J'ai rencontré Amélie à l'époque où je ne portais pas encore de soutien-gorge, mais des culottes en coton, ah une époque merveilleuse ! C'était le premier jour de ma rentrée en quatrième et je m'en souviens comme si c'était hier. Appuyée contre le mur devant la classe, je lis Harry Potter. À fond dans l'histoire, plus rien n'existe autour de moi jusqu'à ce que j'entende un toussotement.

Relevant la tête de mon livre, je la vois. Installée dans la même position que moi, elle a la tête baissée et se triture les doigts. En la découvrant, je ressens une bouffée d'espoir. Elle surgit du plus profond de moi et m'envahit de part en part.

C'est bizarre, je l'avoue, mais il faut que vous sachiez une chose sur moi. Je ne suis pas... comment dire ? Je ne suis pas très appréciée par les autres élèves. Non pas que je ne sois pas sympa, mais mon attitude de fille studieuse les rebute. À croire que le fait d'aimer l'école soit quelque chose d'interdit et mal vu.

Mais où est le problème si j'aime être assise devant et être la meilleure ? Je suis sûre que le terme « fayotte » vient de franchir vos lèvres et que vous avez envie de me huer. Oh ce n'est pas joli-joli ça ! Donc, imaginez ce que peut être le comportement des autres vis-à-vis de moi. Je suis mise à l'écart et ignorée donc oui, je me sens seule et en la voyant en face de moi, je me dis que peut-être, je dis bien peut-être, elle peut être comme moi. Ne dit-on pas que l'espoir fait vivre ? Sentant sûrement mon regard sur elle, elle relève la tête et nos yeux se rencontrent. Alors qu'elle me sourit sincèrement, les autres élèves envahissent le couloir.

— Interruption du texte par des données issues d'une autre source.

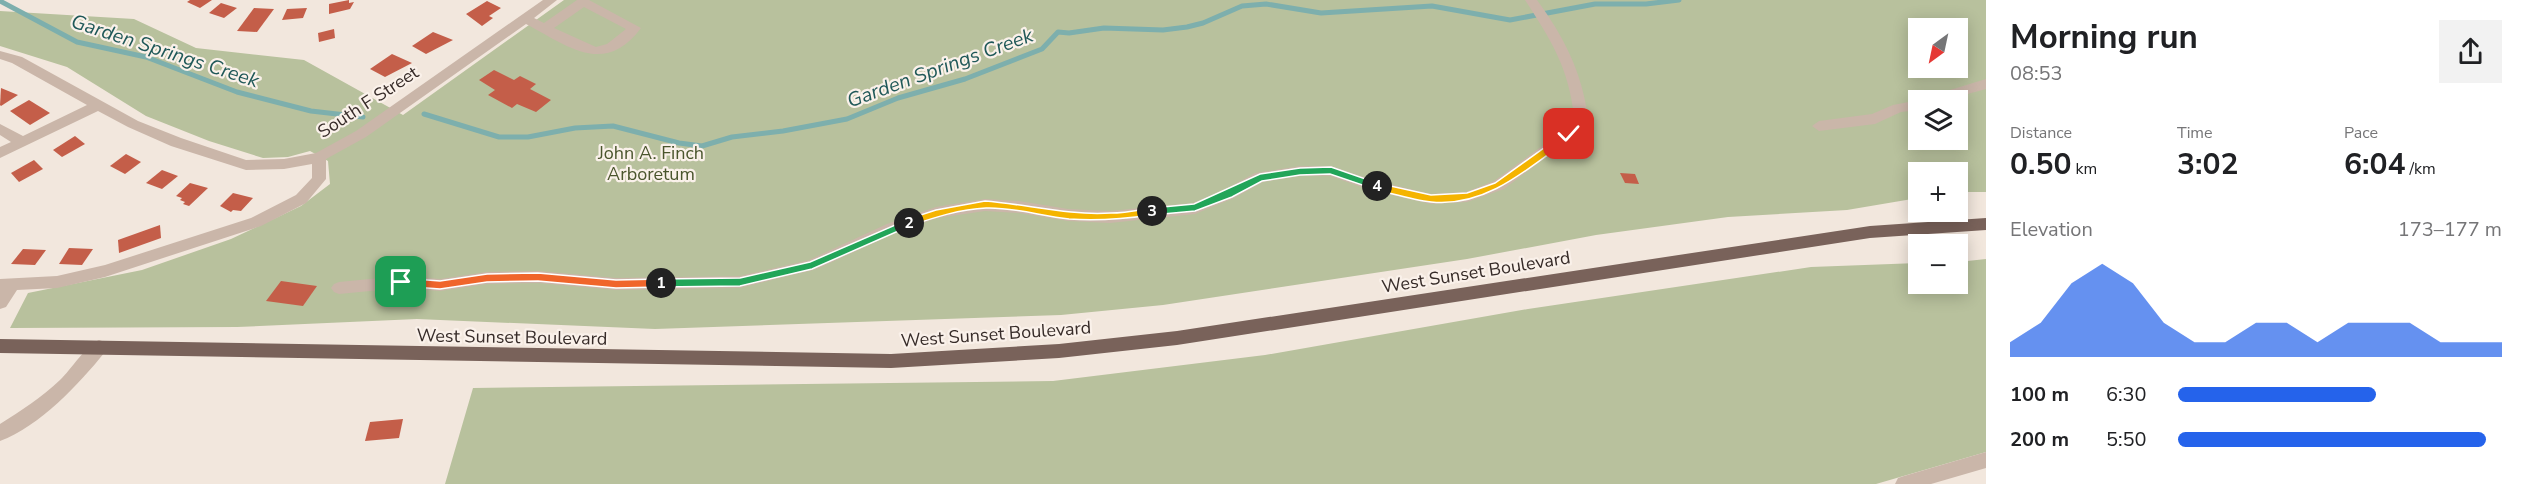 <!DOCTYPE html>
<meta charset="utf-8">
<style>
:root{--surface:#fff;--page:#f2f2f2;--text:#202124;--muted:#757577;--accent:#2563eb}
body{margin:0;font-family:"Nunito Sans",sans-serif;background:var(--page);color:var(--text);height:100vh;display:flex;flex-direction:column;font-size:22px;white-space:nowrap}
*{box-sizing:border-box;margin:0}
p{font-size:20px;color:var(--muted)}
.icon{flex:none;width:33px;height:33px;fill:none;stroke:currentColor;stroke-width:2;stroke-linecap:round;stroke-linejoin:round}
.map{position:relative;flex:1;overflow:hidden}
.panel{display:flex;flex-direction:column;background:var(--surface);width:540px}
.panel>*{flex:none}
.needle{width:39px;rotate:213deg}
.controls{position:absolute;left:1908px;top:18px;display:grid;gap:12px}
.controls a{display:grid;place-items:center;width:60px;height:60px;border-radius:0px;background:var(--surface);box-shadow:0 3px 15px #0003;font-size:30px}
.pin{position:absolute;display:grid;place-items:center;width:51px;height:51px;color:#fff;margin:-26px;border-radius:12px;box-shadow:0 3px 9px #0006}
.km{position:absolute;width:30px;height:30px;margin:-15px;border-radius:50%;background:#222;color:#fff;font-size:16px;line-height:30px;text-align:center}
.round{display:grid;place-items:center;flex:none;width:63px;height:63px;border-radius:0px;background:var(--page)}
.summary{display:flex;align-items:center;justify-content:space-between;height:102px;padding:0 24px}
h1{font-size:33px;font-weight:700;line-height:45px}
.figures{display:grid;grid-template-columns:repeat(3,1fr);gap:9px;height:102px;padding:6px 24px}
.figures div{display:grid;align-content:center}
.figures b{font-size:30px;font-weight:700}
.figures small{font-size:16px;font-weight:400}
.figures p{font-size:16px}
.chart{height:168px;padding:12px 24px}
.chart p{display:flex;justify-content:space-between}
.chart svg{width:100%;height:108px;margin-top:6px;fill:var(--accent);opacity:.7}
ul{padding:0 24px;list-style:none;font-size:20px}
li{display:grid;grid-template-columns:96px 72px 1fr;align-items:center;height:45px}
li i{height:15px;border-radius:8px;background:var(--accent)}
main{display:flex;flex:1;min-height:0}
.map>svg:first-child{display:block}
.green{fill:#b8c19d;fill-rule:evenodd}
.lines{fill:none;stroke-linecap:round;stroke-linejoin:round}
.stream{stroke:#7dafad;stroke-width:5}
.building{fill:#c45e49}
.minor{fill:#cab6a9;fill-rule:evenodd}
.major{fill:#79625a;fill-rule:evenodd}
.split-1{fill:#f0652b;stroke:#fff;stroke-width:1.5}
.split-2{fill:#22a559;stroke:#fff;stroke-width:1.5}
.split-3{fill:#f5b400;stroke:#fff;stroke-width:1.5}
.split-4{fill:#22a559;stroke:#fff;stroke-width:1.5}
.split-5{fill:#f5b400;stroke:#fff;stroke-width:1.5}
.labels{text-anchor:middle;dominant-baseline:central;stroke-width:4.5;stroke-linejoin:round;paint-order:stroke}
.street-label{font-size:18px;fill:#372c29;stroke:#faf1ea}
.park-label{font-size:18px;fill:#4a552d;stroke:#faf1ea}
.water-label{font-size:20px;font-style:italic;fill:#1f5858;stroke:#faf1ea}
</style>
<main>
<div class="map">
<svg width="1986" height="484" viewBox="0 0 1986 484">
<rect width="100%" height="100%" fill="#f2e7dd"/>
<g class="green">
<path d="M564 0H1986V192H1958V172H1918V198L1847 210 1728 217 1596 235 1467 259 1163 305 1061 315 655 329 417 319 237 327 10 328 28 293 142 270 231 239 301 206 330 184 328 161 310 151 288 157 263 158 209 141 146 116 67 67 0 46V11L134 19 196 48 304 60 403 115ZM1918 28H1958V68H1918ZM1918 100H1958V140H1918Z"/>
<polygon points="1986,259 1986,452 1876,484 445,484 473,388 1053,381 1265,355 1528,309 1811,267 1918,263 1918,284 1958,284 1958,262"/>
</g>
<g class="lines">
<g class="stream">
<polyline points="0,1 77,42 146,57 237,92 311,111 363,117"/>
<polyline points="424,114 499,137 528,137 575,128 613,126 679,143 702,146 732,137 783,131 847,119 898,98 965,79 1042,49 1058,32 1069,33 1104,28 1163,30 1187,27 1203,23 1242,6 1266,4 1321,13 1432,6 1510,20 1595,4 1646,4 1679,0"/>
</g>
</g>
<g class="building">
<polygon points="190,0 212,0 200,8 187,2"/>
<polygon points="349,0 349,3 354,2 350,9 329,14 329,4"/>
<polygon points="487,1 501,8 489,16 493,18 482,26 466,14"/>
<polygon points="221,3 237,8 224,18 209,13"/>
<polygon points="254,8 274,9 257,32 237,31"/>
<polygon points="307,8 303,18 282,20 287,9"/>
<polygon points="334,29 335,38 319,42 318,33"/>
<polygon points="433,32 453,40 426,54 412,46"/>
<polygon points="392,54 412,63 385,77 370,69"/>
<polygon points="494,70 514,80 520,76 536,84 530,89 551,100 536,112 517,104 512,108 488,95 495,90 479,80"/>
<polygon points="1,88 18,95 1,106 0,105"/>
<polygon points="29,100 50,113 30,125 10,111"/>
<polygon points="75,136 85,144 62,157 53,150"/>
<polygon points="126,154 141,162 125,174 110,166"/>
<polygon points="34,160 43,169 19,182 11,173"/>
<polygon points="162,170 178,176 162,189 146,183"/>
<polygon points="1620,173 1635,174 1639,184 1625,183"/>
<polygon points="190,183 208,188 189,206 183,204 185,202 180,200 182,198 176,196"/>
<polygon points="233,193 253,198 241,211 233,210 231,212 220,206"/>
<polygon points="160,225 161,238 119,253 118,240"/>
<polygon points="69,248 93,249 82,265 59,264"/>
<polygon points="23,249 46,250 35,265 11,264"/>
<polygon points="281,281 317,286 303,306 266,301"/>
<polygon points="403,419 399,438 365,441 370,422"/>
</g>
<g class="lines">
<g class="minor">
<path d="M543 0H557L534 18 544 23 577 0H589L641 28C604 77 568 46 526 24L366 137 326 159V179L306 203 261 226 105 277 57 288 17 290 6 307 0 309V279L57 276 105 265 251 218 296 195 312 178V164L284 169 246 170 171 146 128 127 98 111 0 158V147L11 142 0 135V124L23 136 87 105 12 63 0 59V51L22 57 138 121 181 138 246 160 284 159 316 153 356 131ZM584 7 626 29 607 44 596 47 554 28Z"/>
<path d="M1525 0H1537C1564 37 1582 72 1588 118L1574 136 1504 189 1467 202 1431 204 1370 190 1330 176H1300L1263 182 1234 198 1195 214 1110 223 1068 221 1019 213 985 211 937 218 897 232 817 269 740 288 616 290 538 283 487 284 440 291 401 288 339 294 334 292 331 288 334 284 339 282 401 276 440 279 487 272 538 271 616 278 740 276 809 260 887 224 936 207 985 199 1019 201 1068 209 1110 211 1193 203 1224 190 1255 173 1300 166H1331L1372 180 1431 194 1466 192 1494 181 1564 130 1574 117C1569 68 1551 40 1525 0Z"/>
<polygon points="1986,79 1986,89 1946,100 1925,100 1927,97"/>
<polygon points="1919,100 1918,110 1901,112 1875,124 1819,131 1812,126 1819,121 1872,114 1893,105"/>
<path d="M99 340 105 342 107 347 105 352C79 384 40 426 0 441V424C21 411 42 397 60 380 71 370 87 344 99 340Z"/>
<polygon points="1986,452 1986,468 1931,484 1895,484 1898,478 1904,476"/>
</g>
<polygon class="major" points="1986,218 1986,230 1870,238 1177,345 1059,358 891,368 0,353 0,339 891,354 1059,344 1177,331 1870,226"/>
</g>
<polygon class="split-1" points="538,273 616,280 661,279 666,283 661,287 616,288 538,281 487,282 440,289 401,286 396,282 401,278 440,281 487,274"/>
<polygon class="split-2" points="909,219 912,220 912,225 812,269 740,286 661,287 656,283 661,279 740,278 810,262"/>
<path class="split-3" d="M985 201C1026 204 1069 216 1111 213 1125 213 1139 210 1152 208L1157 211 1152 215C1124 219 1098 221 1069 219 1041 216 1014 207 986 208 960 209 933 218 909 226L904 223 905 220 936 210Z"/>
<polygon class="split-4" points="1331,167 1380,184 1381,186 1377,190 1330,174 1300,175 1262,181 1232,197 1195,211 1152,215 1148,211 1152,208 1194,204 1260,174 1300,168"/>
<path class="split-5" d="M1569 130 1573 131V136C1530 167 1487 208 1431 202 1413 200 1394 194 1377 190L1372 186 1377 183 1431 195 1467 193 1495 183Z"/>
<g class="labels">
<g class="street-label">
<text transform="translate(368 102) rotate(-33)">South F Street</text>
<text transform="translate(1476 272) rotate(-9)">West Sunset Boulevard</text>
<text transform="translate(996 334) rotate(-4)">West Sunset Boulevard</text>
<text transform="translate(512 337) rotate(1)">West Sunset Boulevard</text>
</g>
<g class="park-label">
<text x="651" y="153">John A. Finch<tspan x="651" dy="21">Arboretum</tspan></text>
</g>
<g class="water-label">
<text transform="translate(165 51) rotate(18)">Garden Springs Creek</text>
<text transform="translate(940 68) rotate(-20)">Garden Springs Creek</text>
</g>
</g>
</svg>
<div class="controls">
<a><svg class="needle" viewBox="-14 -14 28 28"><path d="M0-13l5 13h-10z" fill="#e53935"/><path d="M0 13l5-13h-10z" fill="#757577"/></svg></a>
<a><svg class="icon" aria-label="layers" viewBox="0 0 24 24"><path d="M12 4l9 5-9 5-9-5zM3 14l9 5 9-5"/></svg></a>
<a>+</a>
<a>−</a>
</div>
<div class="pin" style="left:401px;top:282px;background:#1e9e55"><svg class="icon" aria-label="arrive" viewBox="0 0 24 24"><path d="M6 21V4h12l-3 4 3 4H6"/></svg></div>
<div class="pin" style="left:1569px;top:134px;background:#d93025"><svg class="icon" aria-label="check" viewBox="0 0 24 24"><path d="M5 12l5 5 9-10"/></svg></div>
<b class="km" style="left:661px;top:283px">1</b>
<b class="km" style="left:909px;top:223px">2</b>
<b class="km" style="left:1152px;top:211px">3</b>
<b class="km" style="left:1377px;top:186px">4</b>
</div>
<section class="panel">
<div class="summary"><div><h1>Morning run</h1><p>08:53</p></div><a class="round"><svg class="icon" aria-label="share" viewBox="0 0 24 24"><path d="M12 15V3M7 8l5-5 5 5M5 13v7h14v-7"/></svg></a></div>
<div class="figures">
<div><p>Distance</p><b>0.50<small> km</small></b></div>
<div><p>Time</p><b>3:02</b></div>
<div><p>Pace</p><b>6:04<small> /km</small></b></div>
</div>
<div class="chart"><p><span>Elevation</span>173–177 m</p>
<svg viewBox="0 0 160 44" preserveAspectRatio="none"><path d="M0 44V38L10 30L20 14L30 6L40 14L50 30L60 38L70 38L80 30L90 30L100 38L110 30L120 30L130 30L140 38L150 38L160 38V44z"/></svg>
</div>
<ul>
<li><b>100 m</b>6:30<i style="width:61%"></i></li>
<li><b>200 m</b>5:50<i style="width:95%"></i></li>
</ul>
</section>
</main> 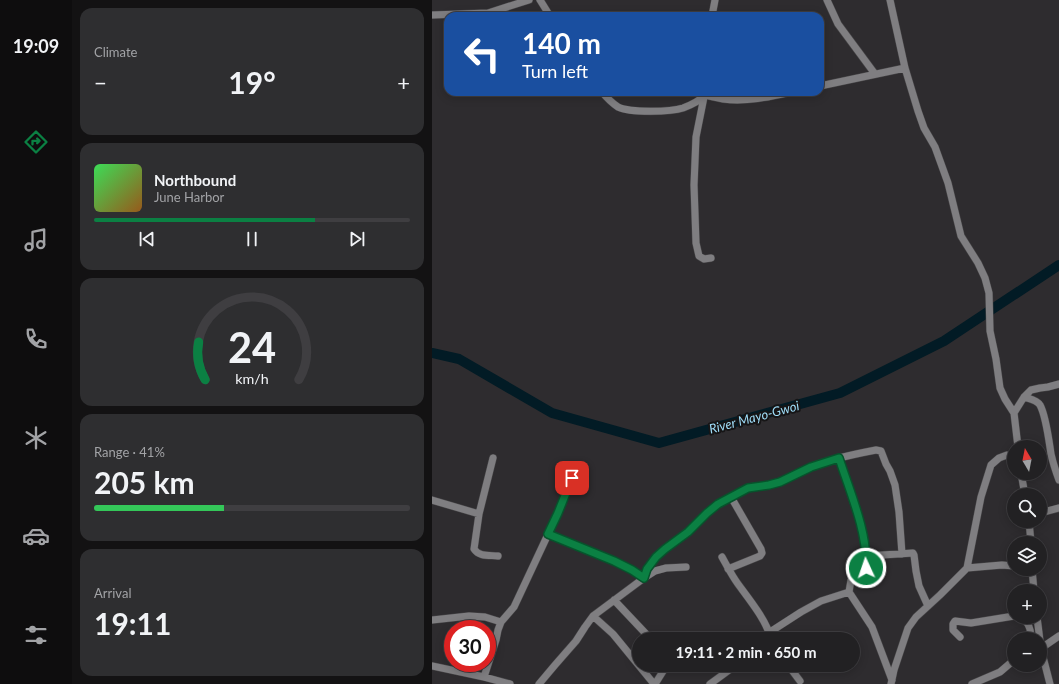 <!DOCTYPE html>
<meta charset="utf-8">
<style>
body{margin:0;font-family:Lato,sans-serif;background:#2e2e30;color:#f1f3f6;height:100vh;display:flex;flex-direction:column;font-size:15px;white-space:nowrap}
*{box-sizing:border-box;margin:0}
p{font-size:13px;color:#a2a3a6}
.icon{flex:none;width:22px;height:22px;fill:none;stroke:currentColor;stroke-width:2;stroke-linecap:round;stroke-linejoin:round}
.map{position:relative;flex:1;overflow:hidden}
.drawer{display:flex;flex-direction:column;gap:8px;padding:8px;background:#131213;width:360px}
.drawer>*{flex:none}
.banner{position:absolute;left:12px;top:12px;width:380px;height:84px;border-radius:12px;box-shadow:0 2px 10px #0003,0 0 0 1px #3f3e41;background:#1a4fa0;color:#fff;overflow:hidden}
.needle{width:26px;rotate:350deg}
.controls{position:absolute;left:575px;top:440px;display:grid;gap:8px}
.controls a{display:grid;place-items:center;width:40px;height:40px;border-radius:50%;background:#222123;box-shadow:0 2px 10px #0003,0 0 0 1px #3f3e41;font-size:20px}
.speed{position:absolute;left:12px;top:620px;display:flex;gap:8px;font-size:20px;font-weight:700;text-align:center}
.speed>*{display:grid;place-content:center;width:52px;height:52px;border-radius:50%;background:#222123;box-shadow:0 2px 10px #0003,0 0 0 1px #3f3e41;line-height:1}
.speed .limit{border:6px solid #d22;background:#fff;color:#111}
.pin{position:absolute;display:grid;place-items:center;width:34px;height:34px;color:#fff;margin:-17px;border-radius:8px;box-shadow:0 2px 6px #0006}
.me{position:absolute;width:44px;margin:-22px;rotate:357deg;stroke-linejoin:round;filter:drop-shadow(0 0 3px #0008)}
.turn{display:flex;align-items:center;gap:14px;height:84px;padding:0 12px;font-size:18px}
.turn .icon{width:52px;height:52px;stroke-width:2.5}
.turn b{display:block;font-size:28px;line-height:34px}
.big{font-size:30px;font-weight:700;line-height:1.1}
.drawer .widget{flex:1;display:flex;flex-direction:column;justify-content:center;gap:6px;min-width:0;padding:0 14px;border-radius:12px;background:#2e2e30}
.drawer .dial{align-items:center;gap:0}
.dial svg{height:104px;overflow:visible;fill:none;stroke:#3f3e41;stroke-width:7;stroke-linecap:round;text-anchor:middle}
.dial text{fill:#f1f3f6;stroke:none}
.song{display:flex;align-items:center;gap:12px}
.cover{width:48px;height:48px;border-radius:6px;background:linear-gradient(135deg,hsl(130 70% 55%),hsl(30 70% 35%))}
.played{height:4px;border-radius:2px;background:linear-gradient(90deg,#0b8043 70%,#3f3e41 70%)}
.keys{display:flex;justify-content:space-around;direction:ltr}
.heat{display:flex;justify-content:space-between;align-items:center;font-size:22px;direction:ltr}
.charge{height:6px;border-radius:3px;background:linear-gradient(90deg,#34c759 41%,#3f3e41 0)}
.trip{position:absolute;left:200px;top:632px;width:228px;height:40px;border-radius:20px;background:#222123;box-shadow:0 2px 10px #0003,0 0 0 1px #3f3e41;font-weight:700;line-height:40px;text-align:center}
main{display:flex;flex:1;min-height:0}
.tab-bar{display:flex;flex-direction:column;width:72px;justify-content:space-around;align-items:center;background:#0e0d0e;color:#a2a3a6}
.tab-bar .icon{width:28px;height:28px}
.tab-bar .selected{color:#0b8043}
.tab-bar b{font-size:18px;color:#f1f3f6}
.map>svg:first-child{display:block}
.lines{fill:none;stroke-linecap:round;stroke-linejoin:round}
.river{stroke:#021b25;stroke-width:10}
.minor-casing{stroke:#484749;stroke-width:8}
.minor{stroke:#7f7e81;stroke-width:7}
.route-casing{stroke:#07532c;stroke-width:10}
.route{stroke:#0b8043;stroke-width:7}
.labels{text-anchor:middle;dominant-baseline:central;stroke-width:4;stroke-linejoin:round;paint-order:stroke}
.water-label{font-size:13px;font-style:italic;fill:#9fddf8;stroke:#161516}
</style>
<main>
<nav class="tab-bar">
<b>19:09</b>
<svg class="icon selected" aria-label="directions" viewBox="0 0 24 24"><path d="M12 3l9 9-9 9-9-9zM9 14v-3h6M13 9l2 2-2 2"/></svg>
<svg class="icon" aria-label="music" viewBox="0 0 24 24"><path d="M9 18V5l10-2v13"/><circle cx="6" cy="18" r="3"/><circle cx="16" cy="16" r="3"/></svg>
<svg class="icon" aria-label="phone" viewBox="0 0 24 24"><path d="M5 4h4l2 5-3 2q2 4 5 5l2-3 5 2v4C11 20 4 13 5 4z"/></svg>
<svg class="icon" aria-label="climate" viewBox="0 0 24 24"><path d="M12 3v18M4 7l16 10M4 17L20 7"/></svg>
<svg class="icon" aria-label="car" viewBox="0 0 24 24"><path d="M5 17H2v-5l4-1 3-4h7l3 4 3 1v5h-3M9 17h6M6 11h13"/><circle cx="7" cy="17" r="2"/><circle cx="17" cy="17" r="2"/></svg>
<svg class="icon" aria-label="filters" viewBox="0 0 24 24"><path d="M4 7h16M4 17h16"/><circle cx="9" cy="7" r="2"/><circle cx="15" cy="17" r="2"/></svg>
</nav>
<section class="drawer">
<div class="widget"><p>Climate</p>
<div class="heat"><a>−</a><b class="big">19°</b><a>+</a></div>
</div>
<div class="widget">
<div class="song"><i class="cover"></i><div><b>Northbound</b><p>June Harbor</p></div></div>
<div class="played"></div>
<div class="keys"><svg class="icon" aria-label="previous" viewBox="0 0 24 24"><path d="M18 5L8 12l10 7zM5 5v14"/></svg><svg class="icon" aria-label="pause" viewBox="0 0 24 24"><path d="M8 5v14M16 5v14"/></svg><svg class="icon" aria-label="next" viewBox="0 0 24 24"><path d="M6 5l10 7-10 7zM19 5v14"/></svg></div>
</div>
<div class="widget dial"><svg viewBox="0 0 100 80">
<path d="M14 69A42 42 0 1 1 86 69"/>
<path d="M14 69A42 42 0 0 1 9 40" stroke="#0b8043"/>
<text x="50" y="56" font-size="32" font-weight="700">24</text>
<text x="50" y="72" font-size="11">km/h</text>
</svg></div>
<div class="widget"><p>Range · 41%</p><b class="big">205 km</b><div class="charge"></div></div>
<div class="widget"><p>Arrival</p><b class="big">19:11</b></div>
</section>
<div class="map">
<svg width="627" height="684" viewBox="0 0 627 684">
<rect width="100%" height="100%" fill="#2e2c2f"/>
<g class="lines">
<!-- river -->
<path class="river" d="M 0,353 L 27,359 L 120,413 L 227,443 L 408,393 L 512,341 L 627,265"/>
<!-- minor casing -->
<g class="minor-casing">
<path id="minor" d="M 108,0 L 118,16
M 395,0 L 406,24 L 443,74
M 458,0 L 473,68 L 486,111 L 492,128 L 503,147 L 516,183 L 529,236 L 546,263 L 553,278 L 557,293 L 558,331 L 564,359 L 568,388 L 573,399 L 582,413 L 586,447
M 0,15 L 56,13 L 97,0
M 280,16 L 283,0
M 388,86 L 473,68
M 170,92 C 175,98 180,103 186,107 C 198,113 239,112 251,108 C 259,105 267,101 272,96
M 273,92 L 264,137 L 262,185 L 264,243 L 267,256 L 272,259 L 279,258
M 273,95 C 279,97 285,98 291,99 C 314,102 337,97 359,92
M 592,397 C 598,399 605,400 608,405 C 614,416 617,441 619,454 C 621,463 624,472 627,480
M 582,413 L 592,397 L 599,390 L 608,388 L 616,387 L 627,384
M 61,458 L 47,514 L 42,549 C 47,557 58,555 66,556
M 407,458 L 428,522 L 435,556 L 434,568 L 432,572 L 421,577 L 419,580 L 417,592 L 440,627 L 460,680
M 589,473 L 593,495
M 0,500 L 47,514
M 608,513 L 627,508
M 597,521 L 599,543
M 116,534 L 182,561 L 200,570 L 212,578
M 435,556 L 481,553 L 482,555 L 484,571 L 487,586 L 496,606
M 290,557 C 295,566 300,576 306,584 C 317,599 335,621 339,639
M 535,568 L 570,565 L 582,566
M 296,569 L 328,556 L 330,553 L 329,549 L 299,497
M 600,569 L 602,591
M 212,578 C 222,552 236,549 255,532 C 266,523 275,512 287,504 C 293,500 312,489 319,487 C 328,486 337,486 346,482 C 357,478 368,471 379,467 C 398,459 423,454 444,450 L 449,451 L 454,464 L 458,471 L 463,485 L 467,512 L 470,554
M 182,600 L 216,636
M 161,616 L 181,634 L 222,684
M 589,617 C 596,622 600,630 598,639
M 605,617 L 609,649 L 618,684
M 0,620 L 37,616 L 53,617 L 69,622
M 338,632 L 369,612 L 389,601 L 417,592
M 528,637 L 521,630 L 521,624 L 523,621 L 539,623 L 582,616
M 608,649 L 627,636
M 356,665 L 368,681
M 0,666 L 52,677 L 78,684
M 52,677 L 64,640 L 66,630 L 69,622 L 82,607 L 126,513 L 135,490 L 144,465
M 107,684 L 123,665 L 144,641 L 153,627 L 161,616 L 212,578 L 223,571 L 234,568 L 254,567
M 223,684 L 235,665
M 278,684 L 304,665
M 459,684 L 462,670 L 476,628 L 484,617 L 508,595 L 535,568 L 549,497 L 559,465 L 567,458 L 575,455 L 582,457
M 540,684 L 568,672 L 582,660"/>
</g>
<!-- minor -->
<use href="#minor" class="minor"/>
</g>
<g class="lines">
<!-- route casing -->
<g class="route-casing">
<path id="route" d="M 140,478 L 126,513 L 116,534 L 182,561 L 200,570 L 212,578 L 215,569 L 224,557 L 233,549 L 256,532 L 275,513 L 286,504 L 316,488 L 337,485 L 348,482 L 379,467 L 407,458 C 418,492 436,533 434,568"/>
</g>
<!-- route -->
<use href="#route" class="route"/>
</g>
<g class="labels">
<!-- water labels -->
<g class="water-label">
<text transform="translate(322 417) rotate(-15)">River Mayo-Gwoi</text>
</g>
</g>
</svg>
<div class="controls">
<a><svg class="needle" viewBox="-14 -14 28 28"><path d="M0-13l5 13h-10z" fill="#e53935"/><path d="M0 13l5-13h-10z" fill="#a2a3a6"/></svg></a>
<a><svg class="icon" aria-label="search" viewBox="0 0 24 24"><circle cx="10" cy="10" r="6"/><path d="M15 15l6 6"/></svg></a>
<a><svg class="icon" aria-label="layers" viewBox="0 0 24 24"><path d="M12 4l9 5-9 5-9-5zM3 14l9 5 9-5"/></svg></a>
<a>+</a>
<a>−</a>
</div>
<div class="speed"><div class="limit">30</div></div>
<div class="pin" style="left:140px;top:478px;background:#d93025"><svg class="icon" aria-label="arrive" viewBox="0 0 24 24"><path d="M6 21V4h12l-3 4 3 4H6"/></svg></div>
<svg class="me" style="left:434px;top:568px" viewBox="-20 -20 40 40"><circle r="17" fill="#0b8043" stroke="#fff" stroke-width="3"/><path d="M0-11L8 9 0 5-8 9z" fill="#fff"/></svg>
<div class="trip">19:11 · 2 min · 650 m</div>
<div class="banner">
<div class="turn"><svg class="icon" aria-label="left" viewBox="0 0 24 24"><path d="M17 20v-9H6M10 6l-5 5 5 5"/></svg><div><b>140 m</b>Turn left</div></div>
</div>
</div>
</main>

Ils piaillent, se racontent leurs vacances et les derniers potins à la mode. Comme je m'y attends, personne ne me calcule. Super, Anaïs, encore une année qui démarre bien ! L'arrivée du prof les fait taire et nous prenons place en classe.

Installée sur ma chaise, je range correctement mes affaires sur la table quand la fille du couloir s'assoit tout naturellement à côté de moi. C'est avec un grand sourire que je me tourne vers elle et elle en fait autant. Cette fille est comme moi, je le sens dans toutes les fibres de mon corps. À chaque rentrée scolaire, le protocole veut que les élèves se présentent et remplissent une fiche d'identité et bien sûr nous y avons le droit. Mais heureusement le professeur rend l'épreuve plus vivante. À la façon d'un speed dating, nous avons dix minutes pour nous présenter à la personne assise à nos côtés. C'est comme cela que j'apprends qu'elle se prénomme Amélie Trivard, qu'elle a quatorze ans et qu'elle vient d'arriver en ville. Fille unique, sa mère est institutrice et son père comptable. Je note consciencieusement les informations sur la feuille prévue à cet effet puis me présente à mon tour : Anaïs Deschamps, quatorze aussi, fille unique de parents libraires, Amélie note également tout et à la fin de l'entretien, le doute n'est plus permis, cette fille est comme moi. Vous pensez encore au terme fayotte je me trompe ? On est beaucoup à être comme ça !

Le cours fini, c'est tout naturellement que nous prenons la direction du self ensemble. Nous nous installons à l'écart des autres et nous faisons connaissance. Notre discussion est celle d'ados : nos goûts musicaux, nos activités extrascolaires (violon pour moi, danse pour elle), nous échangeons autant d'infos que nous le pouvons. Une fois le repas fini, j'en connais pas mal sur elle et inversement. À partir de ce moment-là, nous devenons inséparables. C'est nous contre le reste du monde. Bon, j'exagère un peu, mais vous voyez où je veux en venir, enfin j'espère...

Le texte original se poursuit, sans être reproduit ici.